BEGIN Input data

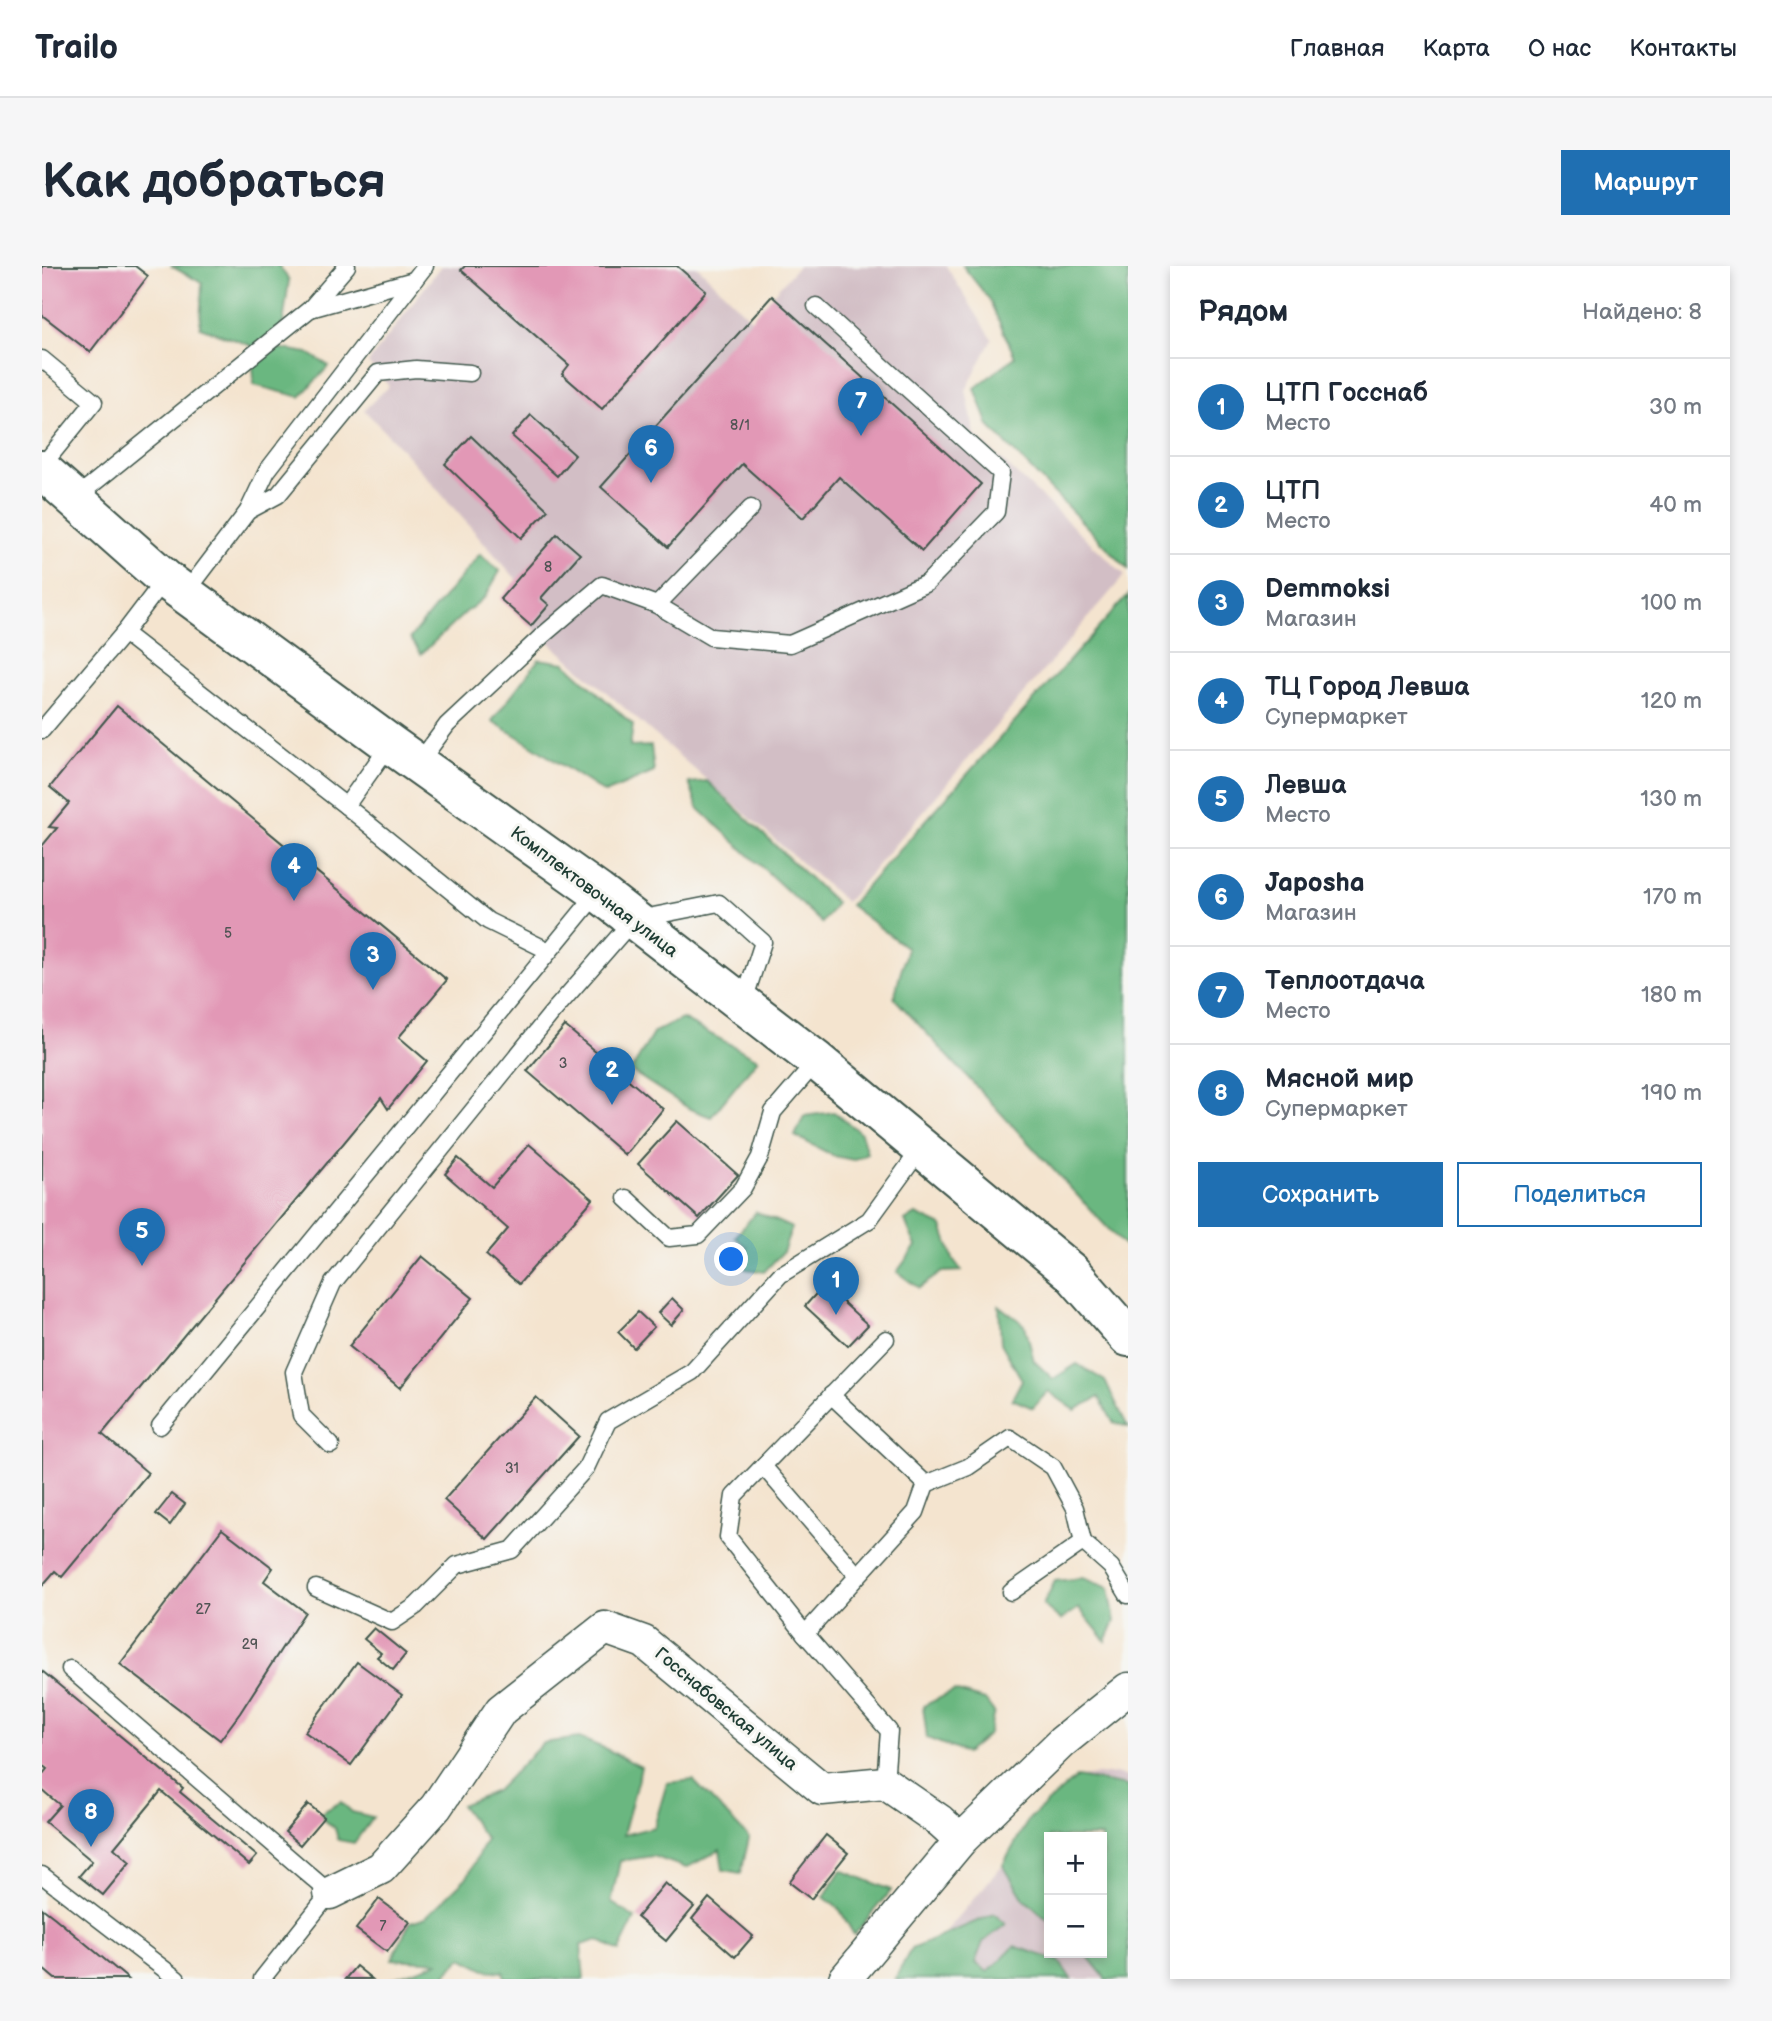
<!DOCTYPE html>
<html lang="ru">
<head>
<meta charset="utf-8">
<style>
  body { margin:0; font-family:"Balsamiq Sans",sans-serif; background:#f6f6f7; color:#1f2937 }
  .controls { position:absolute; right:21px; bottom:21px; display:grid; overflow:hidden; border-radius:0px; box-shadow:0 4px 10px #0003 }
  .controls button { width:63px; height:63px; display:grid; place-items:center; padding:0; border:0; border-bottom:2px solid #e0e1e3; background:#fff; color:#1f2937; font:35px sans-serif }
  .you { position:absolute; left:690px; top:994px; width:24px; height:24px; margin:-18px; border:5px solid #fff; border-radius:50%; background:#1a73e8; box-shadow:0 0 0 10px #1a73e833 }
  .badge { display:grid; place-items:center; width:46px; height:46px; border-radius:50%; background:#1f6fb2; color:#fff; font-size:23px; font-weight:700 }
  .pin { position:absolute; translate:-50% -58px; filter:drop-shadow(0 2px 4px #0008) }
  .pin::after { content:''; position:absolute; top:37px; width:24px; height:21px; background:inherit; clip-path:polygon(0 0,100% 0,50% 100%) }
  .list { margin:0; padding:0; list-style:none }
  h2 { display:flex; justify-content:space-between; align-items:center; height:91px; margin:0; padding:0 28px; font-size:30px }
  h2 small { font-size:23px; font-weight:400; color:#747a83 }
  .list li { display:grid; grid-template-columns:46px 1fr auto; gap:21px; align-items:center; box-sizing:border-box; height:98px; padding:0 28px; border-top:2px solid #e0e1e3 }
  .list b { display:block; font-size:26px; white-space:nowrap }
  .list p { margin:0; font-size:23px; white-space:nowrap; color:#747a83 }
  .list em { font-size:23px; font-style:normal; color:#747a83 }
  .actions { display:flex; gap:14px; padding:21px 28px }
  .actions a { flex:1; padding:16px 0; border:2px solid #1f6fb2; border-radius:0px; text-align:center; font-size:24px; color:#1f6fb2 }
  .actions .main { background:#1f6fb2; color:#fff }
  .map { position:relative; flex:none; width:1086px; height:1713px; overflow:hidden; border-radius:0px }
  header { display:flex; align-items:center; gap:42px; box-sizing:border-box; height:98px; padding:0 35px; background:#fff; border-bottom:2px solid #e0e1e3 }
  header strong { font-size:33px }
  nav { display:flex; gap:38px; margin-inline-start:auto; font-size:24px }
  .intro { display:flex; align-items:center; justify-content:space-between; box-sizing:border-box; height:168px; padding:0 42px }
  h1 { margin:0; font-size:49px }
  .button { padding:18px 32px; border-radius:0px; background:#1f6fb2; color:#fff; font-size:24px; font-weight:700 }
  main { display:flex; gap:42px; padding:0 42px }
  aside { flex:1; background:#fff; border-radius:0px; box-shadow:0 4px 10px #0003 }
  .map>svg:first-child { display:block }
</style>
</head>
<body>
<header>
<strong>Trailo</strong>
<nav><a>Главная</a><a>Карта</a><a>О нас</a><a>Контакты</a></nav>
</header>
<div class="intro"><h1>Как добраться</h1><a class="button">Маршрут</a></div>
<main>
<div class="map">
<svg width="1086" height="1713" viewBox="0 0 1086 1713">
  <rect width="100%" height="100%" fill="#f6f6f2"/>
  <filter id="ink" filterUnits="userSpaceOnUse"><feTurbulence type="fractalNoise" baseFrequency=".0143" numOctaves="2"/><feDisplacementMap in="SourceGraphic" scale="14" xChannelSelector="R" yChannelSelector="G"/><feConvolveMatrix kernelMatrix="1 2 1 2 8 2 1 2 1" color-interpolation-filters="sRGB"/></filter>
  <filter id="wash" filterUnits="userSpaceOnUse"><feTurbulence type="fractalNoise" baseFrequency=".00686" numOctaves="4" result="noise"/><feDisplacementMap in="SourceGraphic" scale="28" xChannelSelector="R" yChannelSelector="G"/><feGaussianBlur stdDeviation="1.57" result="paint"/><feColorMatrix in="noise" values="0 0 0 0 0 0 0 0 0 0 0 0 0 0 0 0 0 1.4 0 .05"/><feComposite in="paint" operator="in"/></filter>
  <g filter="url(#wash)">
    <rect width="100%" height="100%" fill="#f4e4cf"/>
    <!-- industrial -->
    <g fill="#d2bec5" fill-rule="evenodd">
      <polygon points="399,0 655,0 709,53 756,0 904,0 950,73 924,124 933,169 1083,309 804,636 458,333 475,314 357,180 322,144 347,120 326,97"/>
      <path d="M1074,1507L1086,1511V1713H864L1035,1511ZM1007,1571H1060V1687H1007Z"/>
    </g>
    <!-- forest -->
    <g fill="#6ab780" stroke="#447a5a" stroke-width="2">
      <polygon points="129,0 237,0 247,14 241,58 229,81 266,87 287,100 258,131 212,119 210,80 158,61 160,17"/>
      <polygon points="921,0 1086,0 1086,303 947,160 933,122 973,91 947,33"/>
      <polygon points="438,288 458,305 443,331 424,346 379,388 368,372"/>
      <polygon points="1086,329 1086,984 852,732 865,682 808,639"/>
      <polygon points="497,393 523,397 591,459 588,481 609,480 612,506 563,527 478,472 450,455"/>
      <polygon points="665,515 794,637 780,657 656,542 647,517"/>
      <polygon points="640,753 716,793 669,851 648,843 589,805 612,766"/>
      <polygon points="792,846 819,867 825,887 811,894 792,890 753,870 762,850"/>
      <polygon points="714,946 750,962 741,986 722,1006 703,1003 705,981 693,971"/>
      <polygon points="874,948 900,960 911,993 920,1005 900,1006 877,1022 855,1006 874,980 863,955"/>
      <polygon points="957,1040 983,1059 992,1095 1011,1113 1035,1098 1063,1115 1086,1161 1071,1156 1057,1131 1033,1144 1006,1125 991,1142 970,1133 980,1114 959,1077"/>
      <polygon points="1041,1312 1067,1322 1073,1355 1064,1375 1037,1342 1019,1354 1001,1339 1013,1315"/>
      <polygon points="912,1425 943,1434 952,1446 947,1468 924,1487 885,1472 881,1440"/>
      <polygon points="537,1472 564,1483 599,1501 581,1569 612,1561 625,1517 651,1514 707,1572 699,1607 681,1604 678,1584 644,1602 611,1590 578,1595 569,1636 593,1652 577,1685 556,1674 539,1679 542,1713 464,1713 461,1706 443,1704 420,1692 404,1708 406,1713 350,1713 398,1696 350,1693 368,1656 384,1651 426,1610 444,1573 419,1539 454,1525 501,1477"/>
      <polygon points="1035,1511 1086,1520 1086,1713 1064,1713 1043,1687 1060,1687 1060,1571 1007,1571 1007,1655 982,1633 961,1599 986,1554"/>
      <polygon points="299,1536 310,1546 331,1551 312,1577 296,1574 293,1562 275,1549"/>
      <polygon points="799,1604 849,1624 812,1669 798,1644 782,1631"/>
      <polygon points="952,1648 964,1658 941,1676 933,1697 946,1706 972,1680 1017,1695 1029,1713 853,1713 869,1683"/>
    </g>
    <g id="blocks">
      <!-- building -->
      <g fill="#e298b6">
        <polygon points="0,0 93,0 106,10 48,86 0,49"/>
        <polygon points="423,0 635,0 664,25 560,143 520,108 527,99 419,4"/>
        <polygon points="730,30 939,218 880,285 797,211 761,252 700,198 626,281 559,221"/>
        <polygon points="489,149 533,189 515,210 470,170"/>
        <polygon points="429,170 506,244 479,272 403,198"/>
        <polygon points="515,268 538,288 499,332 507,339 489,360 458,333"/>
        <polygon points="75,440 405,714 357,771 385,795 346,843 339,832 60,1168 106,1207 20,1311 13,1305 0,1320 0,580 15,562 7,561 27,537 8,521"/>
        <polygon points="523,760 621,843 583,889 485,805"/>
        <polygon points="635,855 696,909 657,952 596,898"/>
        <polygon points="487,878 551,933 477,1018 444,989 466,963 403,908 416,892 450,921"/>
        <polygon points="380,990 431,1032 358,1122 307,1080"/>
        <polygon points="782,1019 826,1059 806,1080 763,1040"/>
        <polygon points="630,1032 642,1044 629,1059 616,1047"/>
        <polygon points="596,1046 612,1061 592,1082 576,1066"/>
        <polygon points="494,1131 537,1170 445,1273 402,1234"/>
        <polygon points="130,1228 143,1238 128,1259 114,1248"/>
        <polygon points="180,1263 231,1302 222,1315 263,1346 198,1447 178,1474 78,1398"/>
        <polygon points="332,1362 364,1388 351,1404 335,1391 339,1387 322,1373"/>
        <polygon points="315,1396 360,1429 309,1499 263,1466"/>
        <polygon points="0,1405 141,1522 138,1526 215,1590 207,1599 119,1525 72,1582 88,1596 61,1629 37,1610 50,1595 3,1556 18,1539 0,1524 0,1509 5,1503 0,1499"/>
        <polygon points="266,1538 282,1551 258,1579 243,1566"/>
        <polygon points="784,1569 806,1587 769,1633 747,1616"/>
        <polygon points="623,1617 652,1641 624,1675 595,1651"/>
        <polygon points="667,1632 711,1670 693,1691 650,1653"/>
        <polygon points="337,1633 368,1656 345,1686 314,1663"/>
        <polygon points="0,1642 13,1652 86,1713 13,1713 0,1702"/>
        <polygon points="314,1700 330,1713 303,1713"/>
      </g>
    </g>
  </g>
  <g filter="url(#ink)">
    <use href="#blocks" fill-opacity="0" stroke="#3f564b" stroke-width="2"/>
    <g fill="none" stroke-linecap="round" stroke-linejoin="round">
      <defs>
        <g id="lane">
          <polyline points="268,43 372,14"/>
          <polyline points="0,93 52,136 0,200"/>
          <polyline points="32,233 268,43 305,0"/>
          <polyline points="206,245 236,229 336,107 374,103 428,107"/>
          <polyline points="143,328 206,245 225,205 383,0"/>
          <polyline points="615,339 709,242"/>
          <polyline points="82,367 304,540 446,655 507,685"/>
          <polyline points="0,464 82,367 123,313"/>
          <polyline points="376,498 405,459 500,370 560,319 615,339 669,371 748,378 885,317 954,246 959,207 774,40"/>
          <polyline points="304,540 348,478"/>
          <polyline points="584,932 627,972 656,969 701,922 718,891 731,846 775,795"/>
          <polyline points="118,1160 556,626"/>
          <polyline points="289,1179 259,1149 252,1106 291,1017 509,748 591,654 677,637 721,676 701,738"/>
          <polyline points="721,1200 815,1309"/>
          <polyline points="884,1218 926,1201 968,1172 1011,1201 1033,1242 1041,1276"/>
          <polyline points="274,1322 350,1356 374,1340 415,1299 470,1284 544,1202 566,1155 650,1106 738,1009 827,954 880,881"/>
          <polyline points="969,1326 1041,1276 1069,1301 1086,1329"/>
          <polyline points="763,1368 874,1246 884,1218 789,1129"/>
          <polyline points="28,1403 288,1627 220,1713"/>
          <polyline points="843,1517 847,1465 763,1368 686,1271 692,1230 844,1073"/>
          <polyline points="0,1609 135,1713"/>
        </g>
        <g id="street">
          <polyline points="288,1627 339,1602 394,1541 459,1444 563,1362 602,1376 780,1523 843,1517 898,1555 919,1574"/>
          <polyline points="803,1713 919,1574 1020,1476 1086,1423"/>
        </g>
        <polyline id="secondary" points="0,204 123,313 348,478 556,626 775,795 1029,1006 1086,1071"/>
      </defs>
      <!-- lane casing -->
      <use href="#lane" stroke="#3f564b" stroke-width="19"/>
      <!-- street casing -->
      <use href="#street" stroke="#3f564b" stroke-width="35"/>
      <!-- secondary casing -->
      <use href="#secondary" stroke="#3f564b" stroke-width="42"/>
      <!-- lane -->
      <use href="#lane" stroke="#fff" stroke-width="16"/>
      <!-- street -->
      <use href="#street" stroke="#fff" stroke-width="32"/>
      <!-- secondary -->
      <use href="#secondary" stroke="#fff" stroke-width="38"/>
    </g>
  </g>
  <g text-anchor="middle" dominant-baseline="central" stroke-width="6" stroke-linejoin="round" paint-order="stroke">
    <!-- number labels -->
    <g font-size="14" fill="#505454">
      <text x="698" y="159">8/1</text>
      <text x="506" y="301">8</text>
      <text x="186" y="667">5</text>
      <text x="521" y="797">3</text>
      <text x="470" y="1202">31</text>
      <text x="161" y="1343">27</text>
      <text x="208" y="1378">29</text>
      <text x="341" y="1660">7</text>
    </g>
    <!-- street labels -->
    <g font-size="18" fill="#1f3d34" stroke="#f6f6f2">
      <text transform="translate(552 626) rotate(37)">Комплектовочная улица</text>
      <text transform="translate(684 1443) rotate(40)">Госснабовская улица</text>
    </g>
  </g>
</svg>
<div class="controls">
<button>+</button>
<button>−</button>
</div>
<div class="you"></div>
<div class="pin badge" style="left:794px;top:1049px">1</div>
<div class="pin badge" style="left:570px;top:839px">2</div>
<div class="pin badge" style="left:331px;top:724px">3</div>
<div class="pin badge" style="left:252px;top:635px">4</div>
<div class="pin badge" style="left:100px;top:1000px">5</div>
<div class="pin badge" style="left:609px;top:217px">6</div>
<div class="pin badge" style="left:819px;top:170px">7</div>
<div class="pin badge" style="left:49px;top:1581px">8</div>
</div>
<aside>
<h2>Рядом<small>Найдено: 8</small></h2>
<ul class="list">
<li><span class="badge">1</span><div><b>ЦТП Госснаб</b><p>Место</p></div><em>30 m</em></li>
<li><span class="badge">2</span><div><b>ЦТП</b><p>Место</p></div><em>40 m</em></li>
<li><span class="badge">3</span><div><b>Demmoksi</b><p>Магазин</p></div><em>100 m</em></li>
<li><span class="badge">4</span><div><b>ТЦ Город Левша</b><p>Супермаркет</p></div><em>120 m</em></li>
<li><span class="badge">5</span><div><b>Левша</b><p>Место</p></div><em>130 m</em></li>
<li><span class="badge">6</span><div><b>Japosha</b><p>Магазин</p></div><em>170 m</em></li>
<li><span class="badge">7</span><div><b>Теплоотдача</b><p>Место</p></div><em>180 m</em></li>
<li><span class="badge">8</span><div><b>Мясной мир</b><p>Супермаркет</p></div><em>190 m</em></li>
</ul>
<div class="actions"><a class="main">Сохранить</a><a>Поделиться</a></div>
</aside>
</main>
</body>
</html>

END Input data

**Work request:**
Lines that contain "feTurbulence" should be pulled from the entries above and reported.

**Answer box:**
  <filter id="ink" filterUnits="userSpaceOnUse"><feTurbulence type="fractalNoise" baseFrequency=".0143" numOctaves="2"/><feDisplacementMap in="SourceGraphic" scale="14" xChannelSelector="R" yChannelSelector="G"/><feConvolveMatrix kernelMatrix="1 2 1 2 8 2 1 2 1" color-interpolation-filters="sRGB"/></filter>
  <filter id="wash" filterUnits="userSpaceOnUse"><feTurbulence type="fractalNoise" baseFrequency=".00686" numOctaves="4" result="noise"/><feDisplacementMap in="SourceGraphic" scale="28" xChannelSelector="R" yChannelSelector="G"/><feGaussianBlur stdDeviation="1.57" result="paint"/><feColorMatrix in="noise" values="0 0 0 0 0 0 0 0 0 0 0 0 0 0 0 0 0 1.4 0 .05"/><feComposite in="paint" operator="in"/></filter>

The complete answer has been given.